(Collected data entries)

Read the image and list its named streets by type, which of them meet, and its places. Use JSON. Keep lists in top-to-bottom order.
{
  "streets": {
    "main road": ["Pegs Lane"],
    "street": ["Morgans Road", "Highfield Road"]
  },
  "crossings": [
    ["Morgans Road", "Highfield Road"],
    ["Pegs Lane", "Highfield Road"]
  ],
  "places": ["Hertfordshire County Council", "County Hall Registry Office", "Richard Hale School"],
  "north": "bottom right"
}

- [PROBLEM STATEMENT]: An exact written copy of every entry is the required answer.

- [WRITTEN ANSWER]:
Read the image and list its named streets by type, which of them meet, and its places. Use JSON. Keep lists in top-to-bottom order.
{
  "streets": {
    "main road": ["Pegs Lane"],
    "street": ["Morgans Road", "Highfield Road"]
  },
  "crossings": [
    ["Morgans Road", "Highfield Road"],
    ["Pegs Lane", "Highfield Road"]
  ],
  "places": ["Hertfordshire County Council", "County Hall Registry Office", "Richard Hale School"],
  "north": "bottom right"
}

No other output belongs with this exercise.